My project was a major research essay, written as part of the completion of my MA in Public History at Carleton University. The project explored the Newfoundland folk music revival that began in the 1950s and 1960s. I looked at the work of Kenneth Peacock, a graduate from the music program at the University of Toronto who originally intended to become a composer. Rather than compose, he instead travelled to Newfoundland over a ten-year period beginning in 1951, and recorded the traditional music that he found in the outports of the island. Peacock’s work provided an opportunity to examine the revival of folk music in Newfoundland from the perspective of the Mainland, rather than within the island.

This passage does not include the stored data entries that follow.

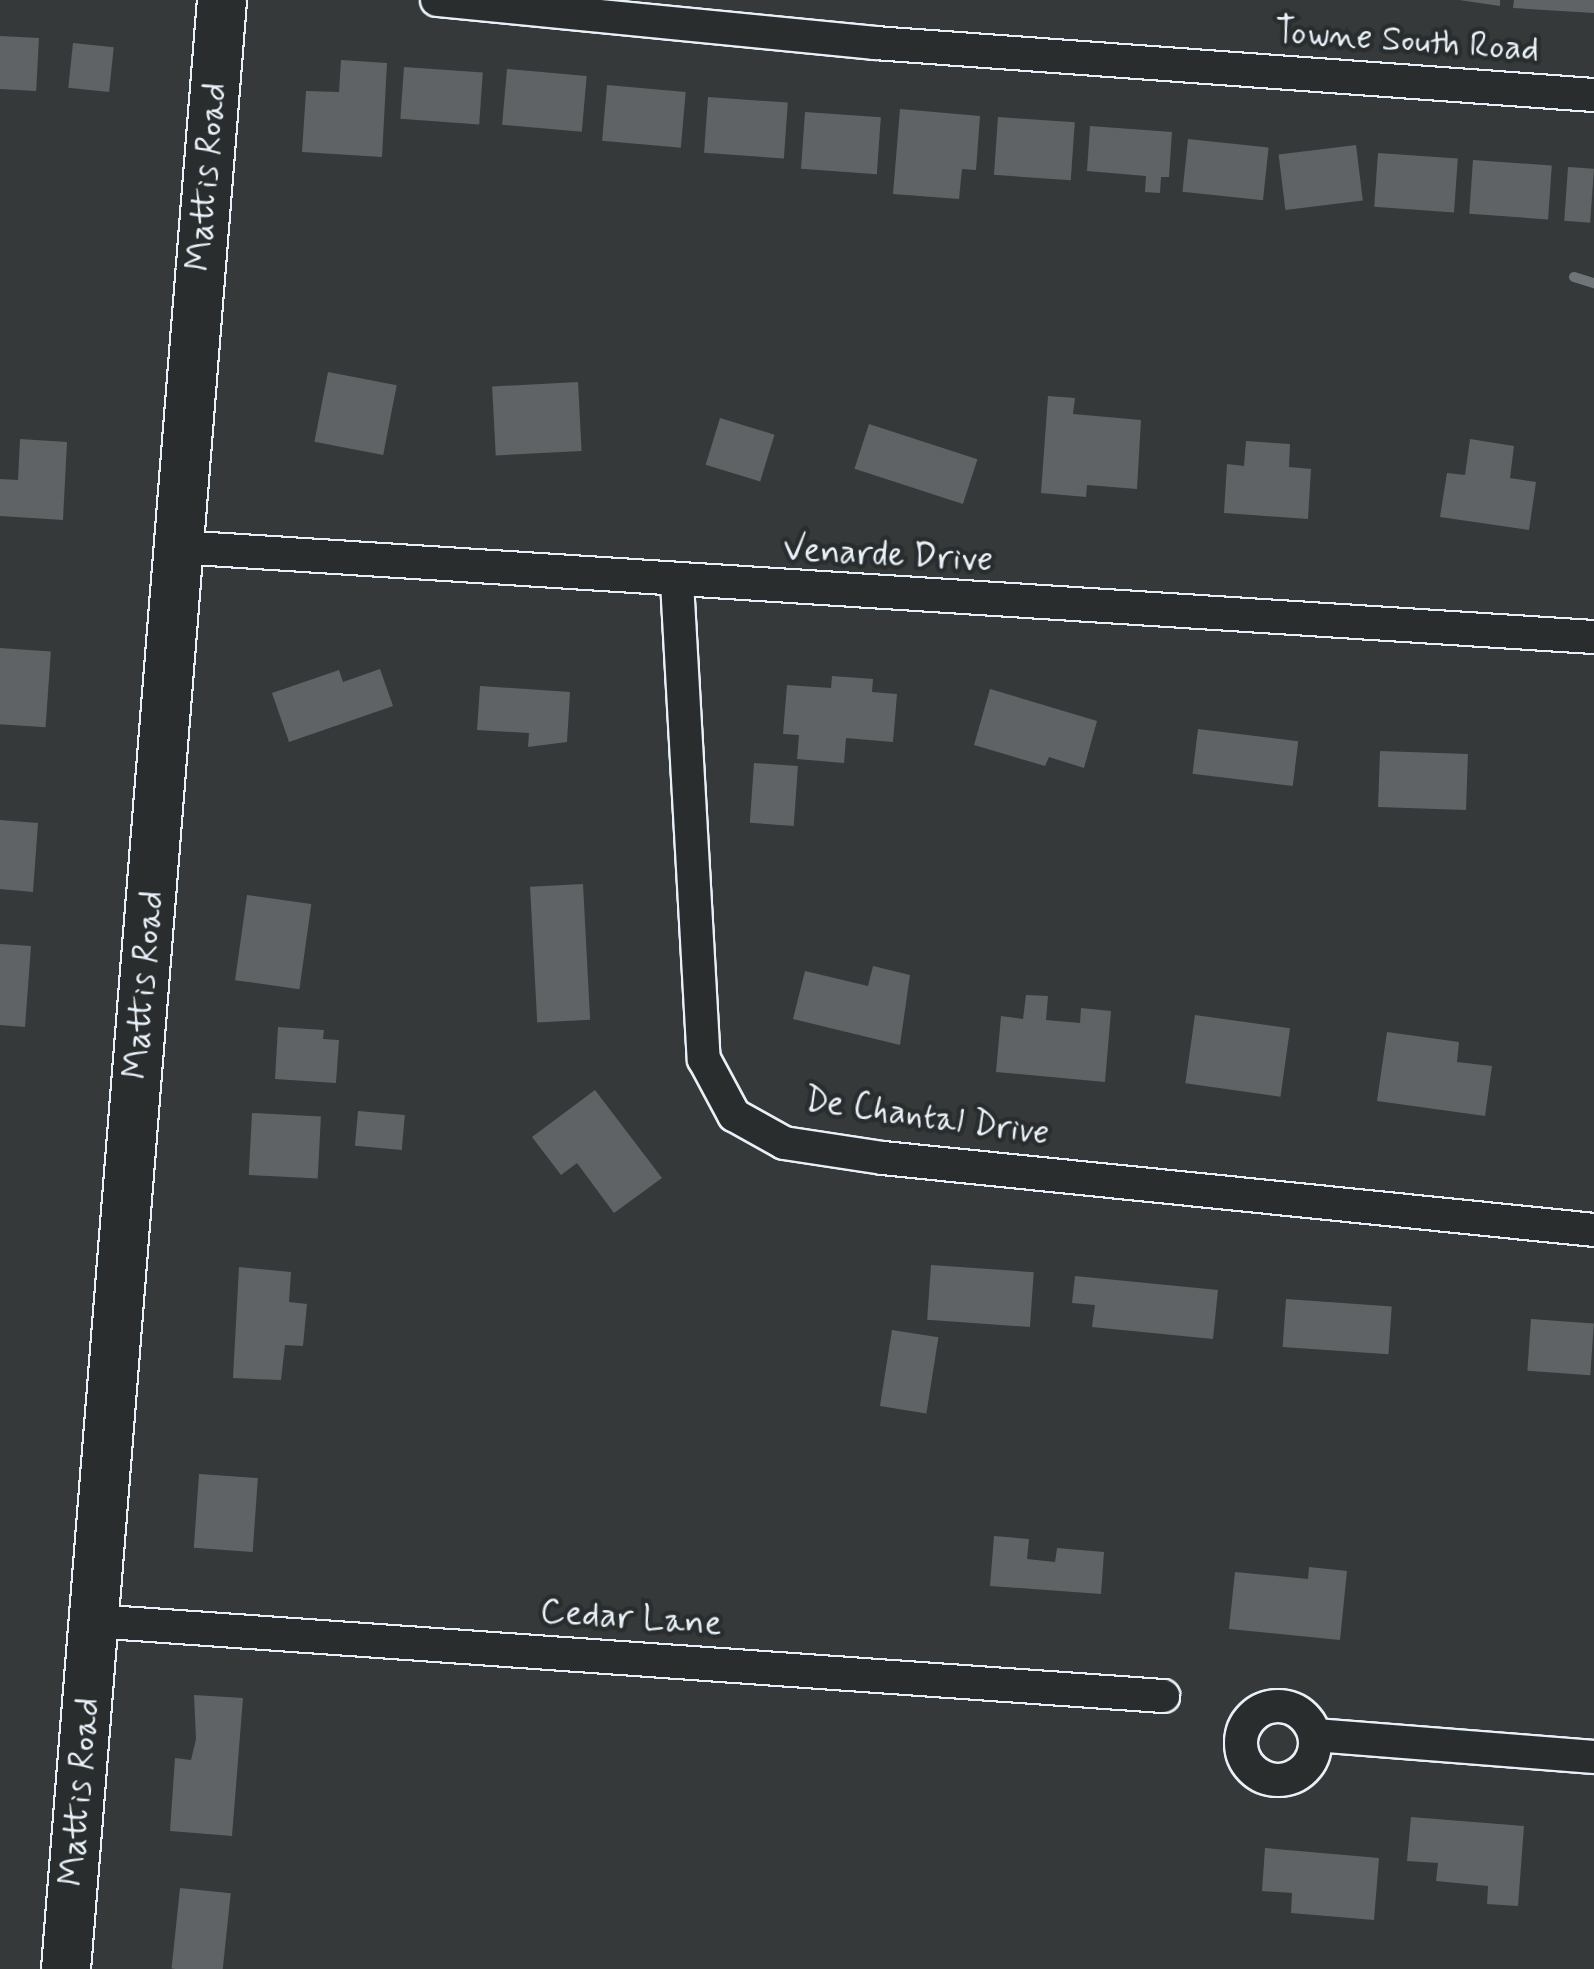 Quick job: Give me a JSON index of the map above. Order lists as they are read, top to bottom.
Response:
{
  "streets": {
    "main road": ["Mattis Road"],
    "street": [
      "Towne South Road",
      "Venarde Drive",
      "De Chantal Drive",
      "Cedar Lane"
    ]
  },
  "crossings": [
    ["Mattis Road", "Venarde Drive"],
    ["Mattis Road", "Cedar Lane"],
    ["Venarde Drive", "De Chantal Drive"]
  ]
}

            Finding its roots in the late nineteenth century, bourgeois intellectuals from across Canada and the United States became interested in recording the traditional music of marginalized groups across the country who were considered to be disappearing cultures, such as Aboriginal groups and rural communities of European descent. Interest in collecting the traditional music from Newfoundland did not begin until 1949, when it formally joined Confederation, becoming Canada’s tenth province. Collectors such as Peacock saw the largely rural and isolated island as a rich repository of traditional European and British music. Newfoundland’s entry into Confederation officially marked it as an important centre for collection, before such musical traditions disappeared or changed beyond recognition.

            Some collectors worked for the National Museum of Canada (now the Canadian Museum of History), and their recordings were retained by the Museum for preservation in its collections. Peacock began to visit the museum to listen to Huron recordings as inspiration for his composition work. He returned to the museum many times over the course of 1950, and built a strong relationship with with the head of the Folklore and Anthropology Department, Marius Barbeau, whose recordings Peacock had used, and who in turn held Peacock in high regard for his interest in the recordings. As a result of this relationship, Barbeau offered Peacock the job of travelling to the outports of Newfoundland to record the locals singing their traditional songs there for the Museum's collection.

            The volume of songs that Peacock collected over the course of the decade did not just sit in the museum as recordings for preservation. In 1953 and 1957, Peacock hosted a multi-part lecture series on CBC radio in which he explained Newfoundland folk music thematically, discussing the history and origins of the songs, told stories of his time on the island and of his interactions with the locals, and played a selection of his recordings. The radio shows were intended to educate the Canadian public on the culture of the country's newest addition. Peacock also published a three-volume songbook collection in 1961 which became so popular among folk musicians, that it became a definitive resource for traditional music in Newfoundland by Newfoundland musicians interested in reviving the folk music of the island in the 1970s.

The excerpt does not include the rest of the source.